On the occasion of the World Day against Trafficking in Persons marked July 30, the leadership of  Salesian Missions, the U.S.-based development arm of the Religious Institute of the Salesians of Don Bosco (SDB), has joined other humanitarian organizations in reviewing initiatives toward curbing human trafficking around the world, including countries in West Africa.

Through the “Stop Trafficking” campaign, SDB members are seeking to provide “life-changing education, and prevention and awareness programs” to young people in the West African countries of Mali, Senegal, Gambia, and Guinea Bissau. 

“Salesian missionaries around the globe provide programs and services to help youth lead healthier productive lives and ensure their safety,” the Director of Salesian Missions, Fr. Gus Baek, says in a July 30 report shared with ACI Africa and adds, “Part of the focus of Salesian missionaries in many countries is educating youth about the dangers associated with migration and those who might wish them harm.”

One of the primary ways we support youth, Fr. Baek further says, “is understanding the needs of the local market and providing training programs that help youth find work in their own communities in employment sectors that are looking for skilled labor.”

In the landlocked West African nation of Mali, SDB’s “Stop Trafficking” campaign targets “youth leaving countries in Africa in search of a better life in Europe,” Hannah Gregory who is the Salesian Missions Media Representative indicated in a report shared with ACI Africa Thursday, July 30.


The campaign, which is a collaborative effort between the Salesian-run International Voluntary Service for Development (VIS) and the Don Bosco Mission Association in Turin, Italy, “aims to prevent young migrants from becoming victims of crime and exploitation,” the Salesian Missions official has said in the July 30 report.

Through the campaign, SDB members in Mali facilitate studies for young people who are given the opportunity to follow four diploma-based courses in metalworking, electricity and solar energy, automotive and agricultural mechanics, and entrepreneurship at the Salesian Vocational Training Center.

Located in the country’s capital, Bamako, the Center also awards a secondary school diploma in automotive mechanics and metalworking.

The goal of the campaign, Ms.
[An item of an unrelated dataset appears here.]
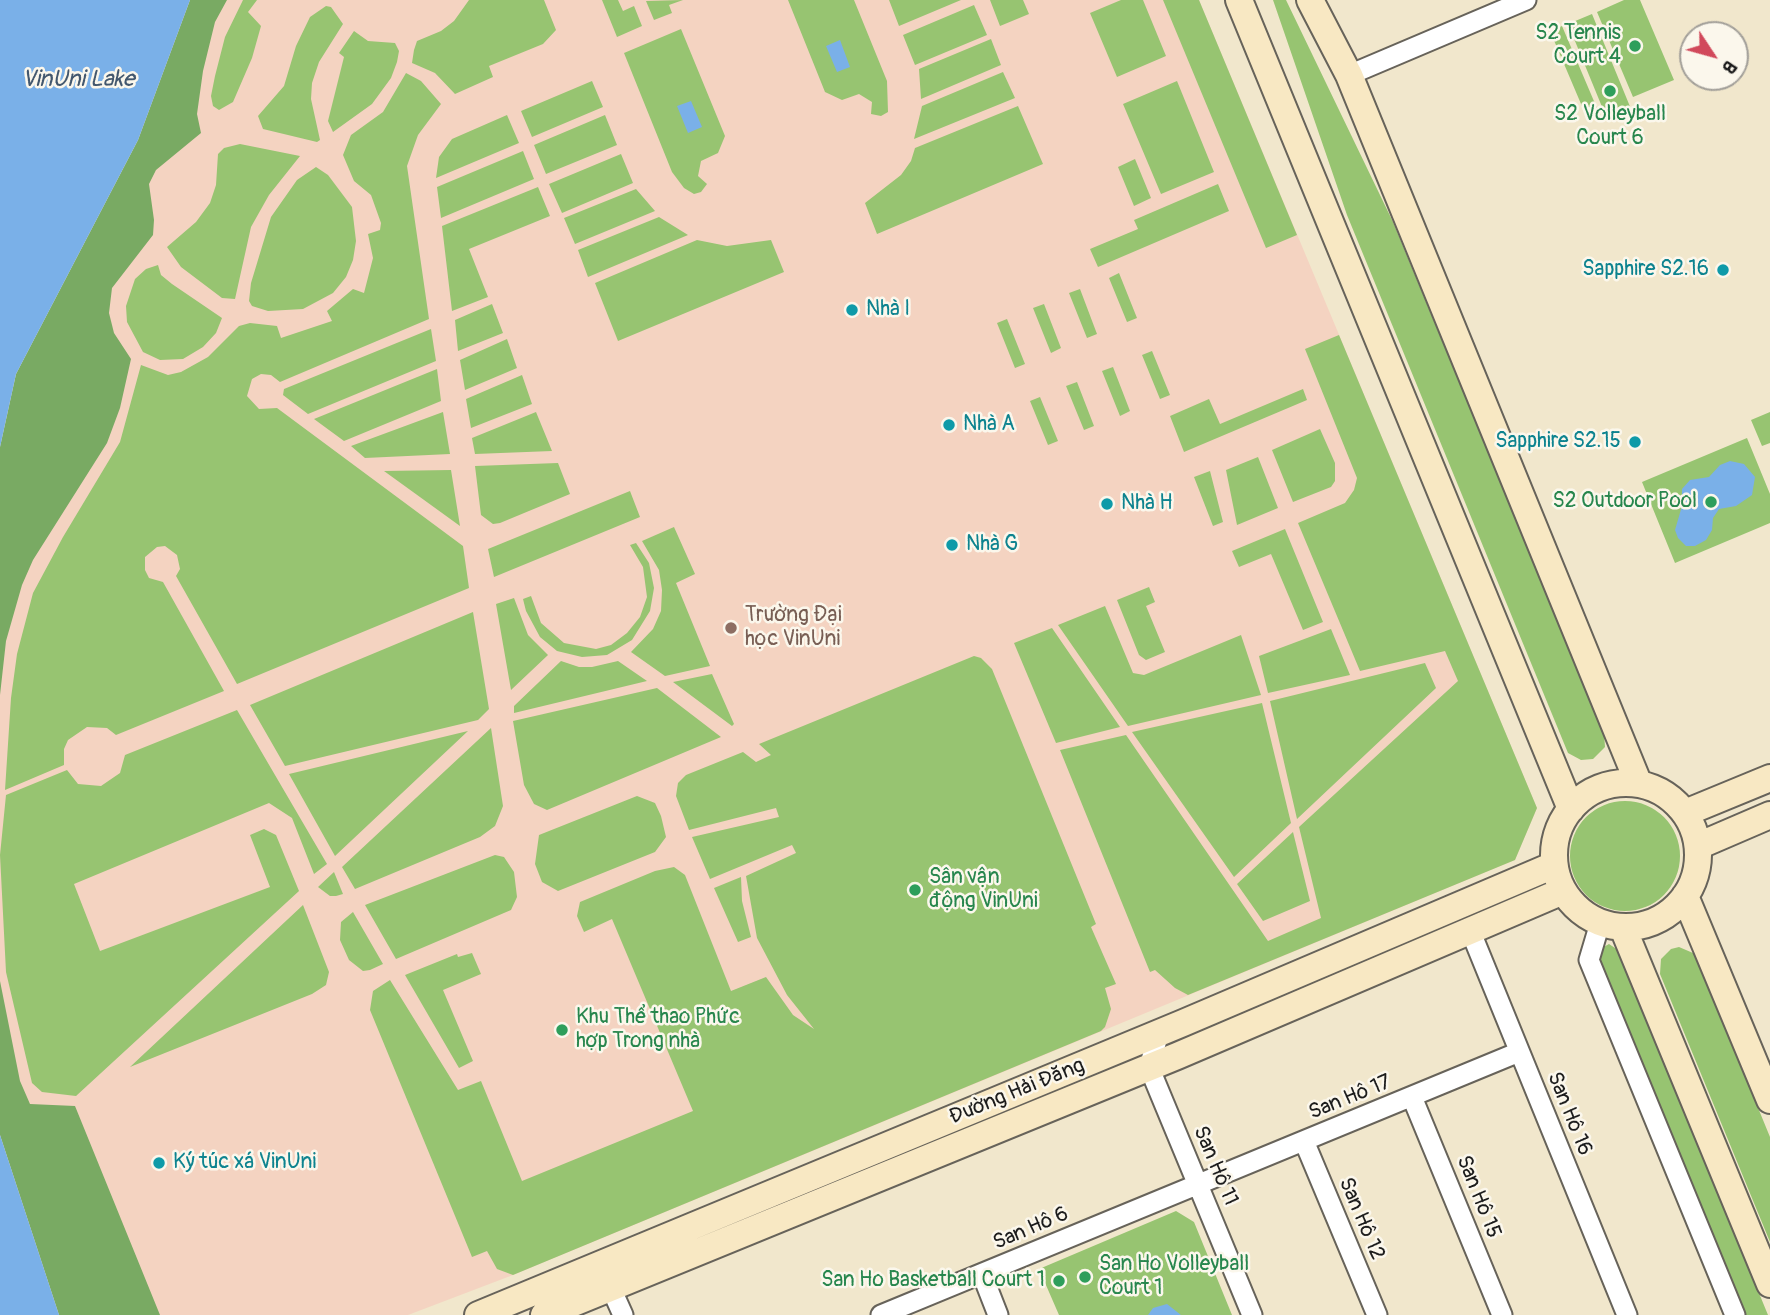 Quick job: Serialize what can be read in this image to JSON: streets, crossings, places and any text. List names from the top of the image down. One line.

Gregory’s report indicates, “is to be able to offer these courses to additional youth in need,” with SDB members at the facility aiming at increasing Center’s enrollment from 433 students to 809 in the 2020 school year. 

“They also plan to roll out a system to better identify vulnerable youth and make inroads in helping them secure employment after graduation,” Ms. Gregory says in her report shared with ACI Africa, adding that “the campaign will launch agricultural training in the rural town of Moribabougou that mostly targets women.”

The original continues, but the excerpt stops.